Dooley took it as a compliment. Not long after, he got another complaint that pleased him: Someone sent a note lamenting the lack of grime at another Goodwill thrift store. "Your store wasn't dirty enough," Dooley says the customer wrote.

Last year, Larry Jones, president and CEO of the Helping Hand of Goodwill Industries in western Missouri and eastern Kansas, hired Dooley to give Goodwill a new image and open 33 new stores in 5 years. Dooley knows something about makeovers: He's a former division manager and buyer for the high-end retail chain Nordstrom. The seven Goodwill thrift stores in the Kansas City metro once provided a prime shopping destination not only for poor people but also for thrift-store junkies, who enjoyed delving into dusty piles in search of weird knickknacks and kitschy ties. Now, Dooley and company are ruining their fun.

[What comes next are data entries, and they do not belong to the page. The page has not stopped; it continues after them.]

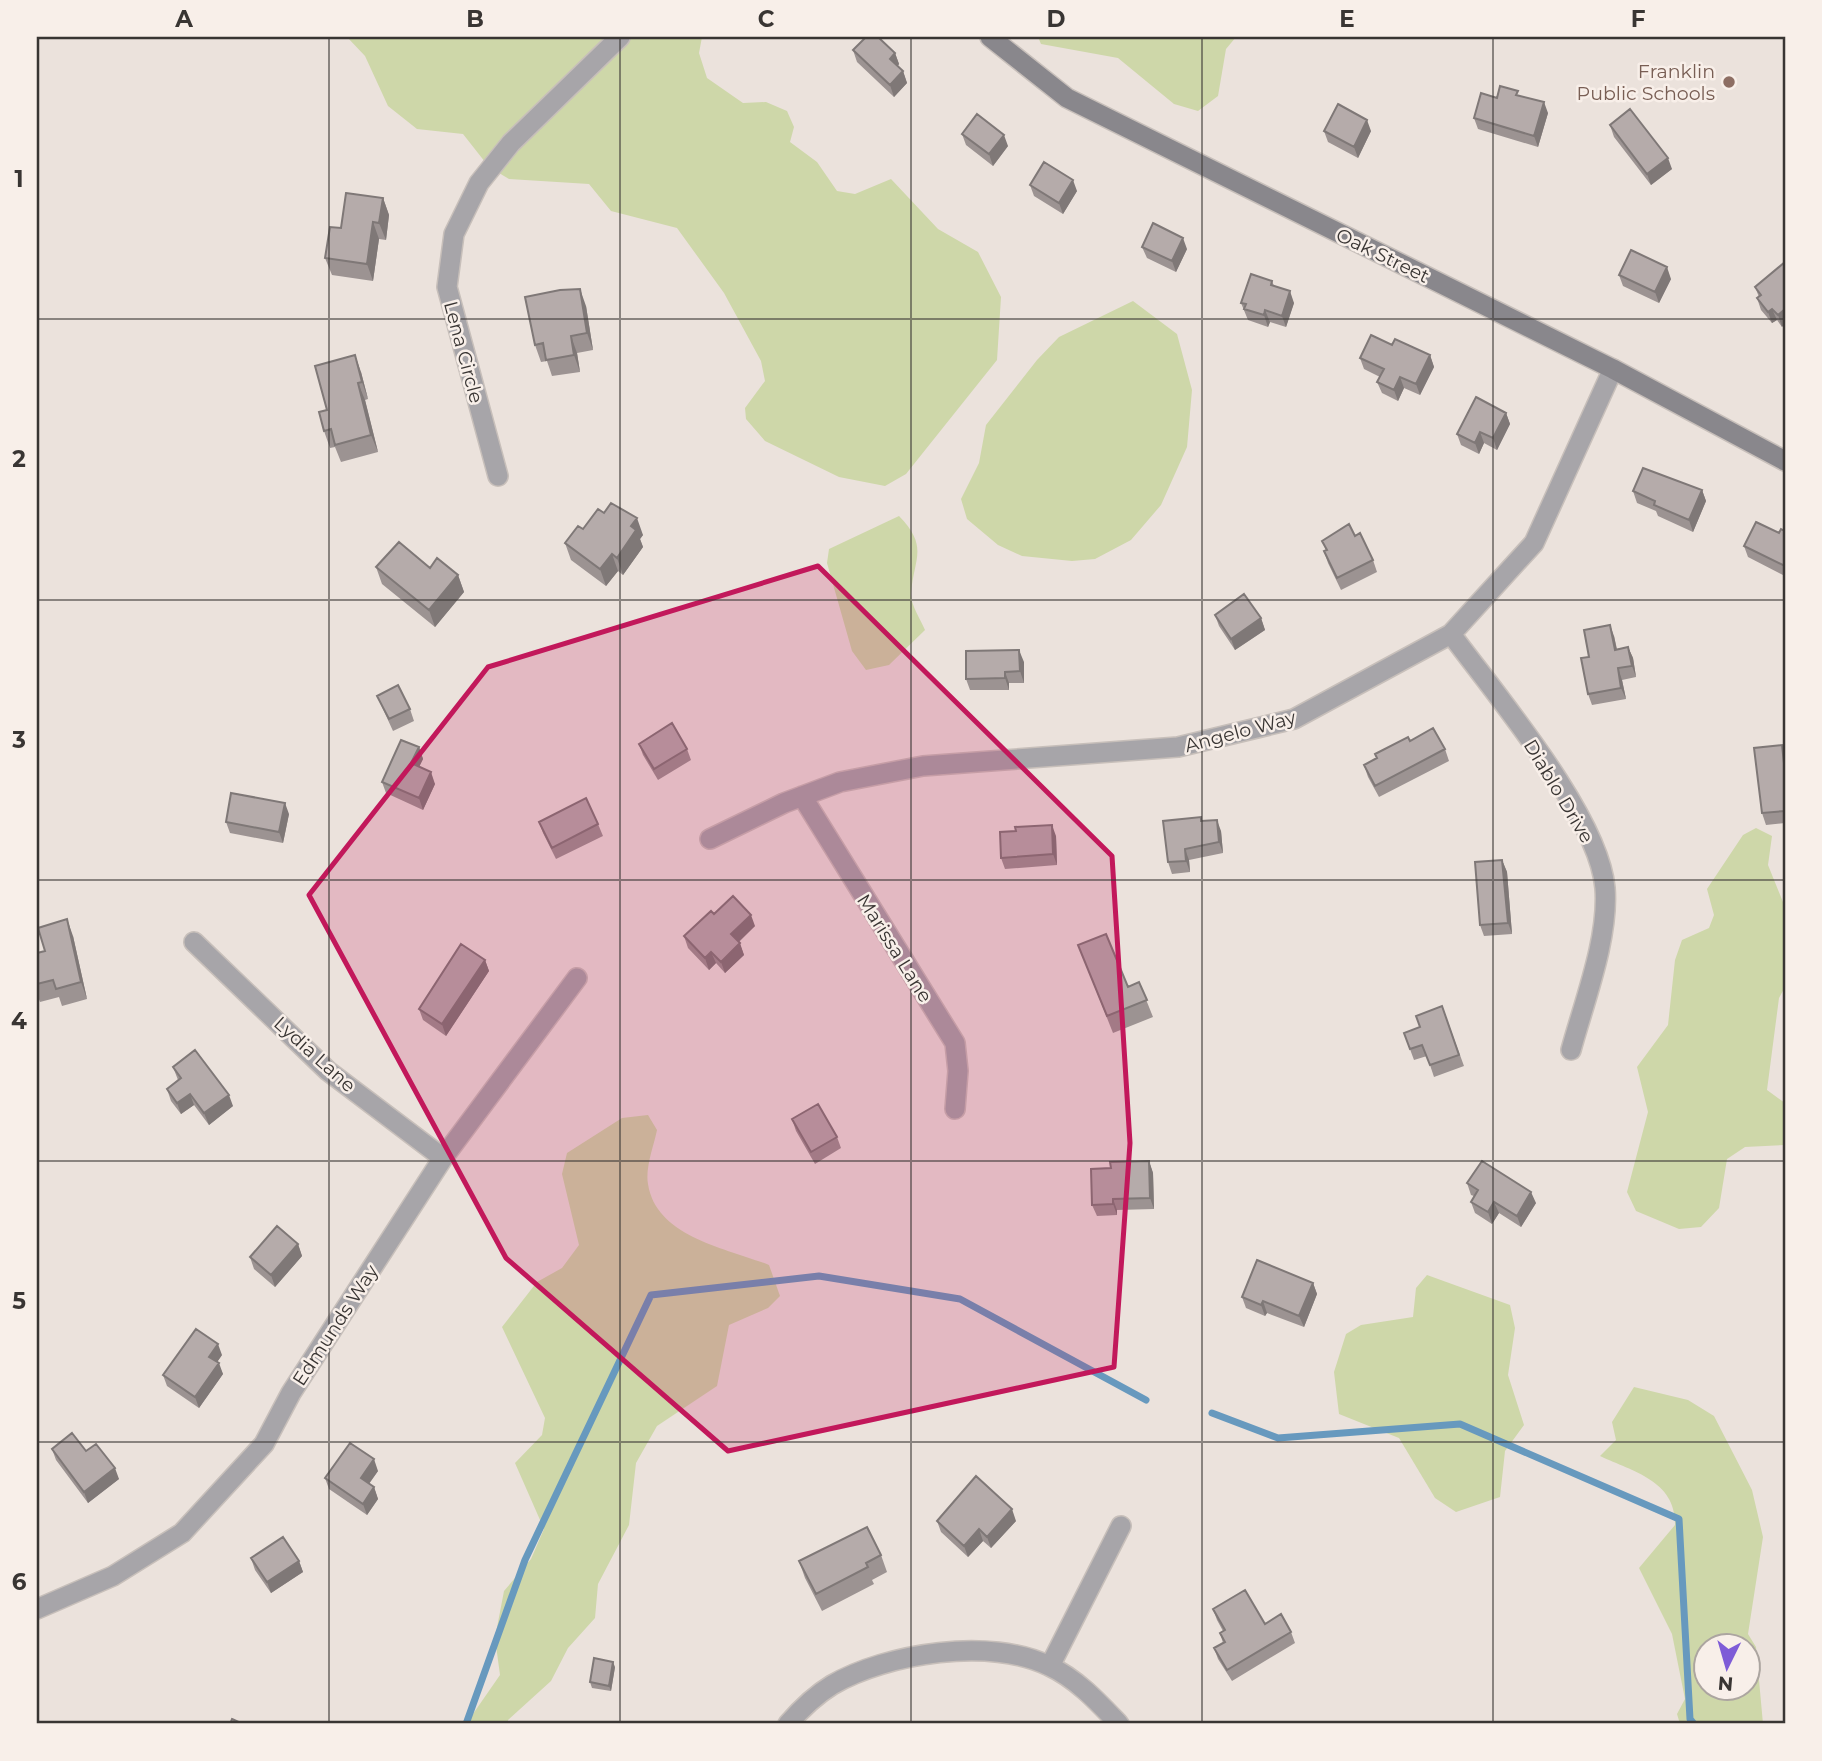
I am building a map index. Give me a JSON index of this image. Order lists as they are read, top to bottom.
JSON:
{
  "streets": {
    "main road": ["Oak Street"],
    "street": [
      "Lena Circle",
      "Angelo Way",
      "Diablo Drive",
      "Marissa Lane",
      "Lydia Lane",
      "Edmunds Way"
    ]
  },
  "crossings": [
    ["Oak Street", "Angelo Way"],
    ["Angelo Way", "Diablo Drive"],
    ["Angelo Way", "Marissa Lane"],
    ["Lydia Lane", "Edmunds Way"]
  ],
  "places": ["Franklin Public Schools"],
  "north": "bottom",
  "grid": {
    "columns": [
      "A",
      "B",
      "C",
      "D",
      "E",
      "F"
    ],
    "rows": [
      "1",
      "2",
      "3",
      "4",
      "5",
      "6"
    ]
  }
}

In March, Dooley announced that by the end of that month he would close the Goodwill store at 77th Street and Wornall Road, an alcove dimly lighted by flickering fluorescent bulbs and crammed with old couches with gold, orange and brown upholstery, mismatched plates and utensils and sad-looking leather shoes. The store had been in the neighborhood for about 15 years. Store manager Melody Brunson spent two of those working for a meager $10.50 an hour, but she loved her job. Several customers told the Pitch that Brunson was a stellar employee. But Dooley told Brunson that Goodwill's policy mandated that she'd have to reapply to get her job back at a new store.

With her carrot-colored hair and nose ring, Brunson might not feel at home in the new brand of Goodwill store. "I think they've upscaled it," she says. Brunson wasn't happy when Dooley told managers that all clothing had to be sorted by size and that items should be displayed neatly on shelves near prominent signs. "I think people like things to be a little messy," she says. "That's part of the fun of thrift stores."

Dooley, who favors pastels and bright, airy spaces, disagrees. "People don't have the desire to walk into a place that's dark and smelly and looks unfriendly," he says.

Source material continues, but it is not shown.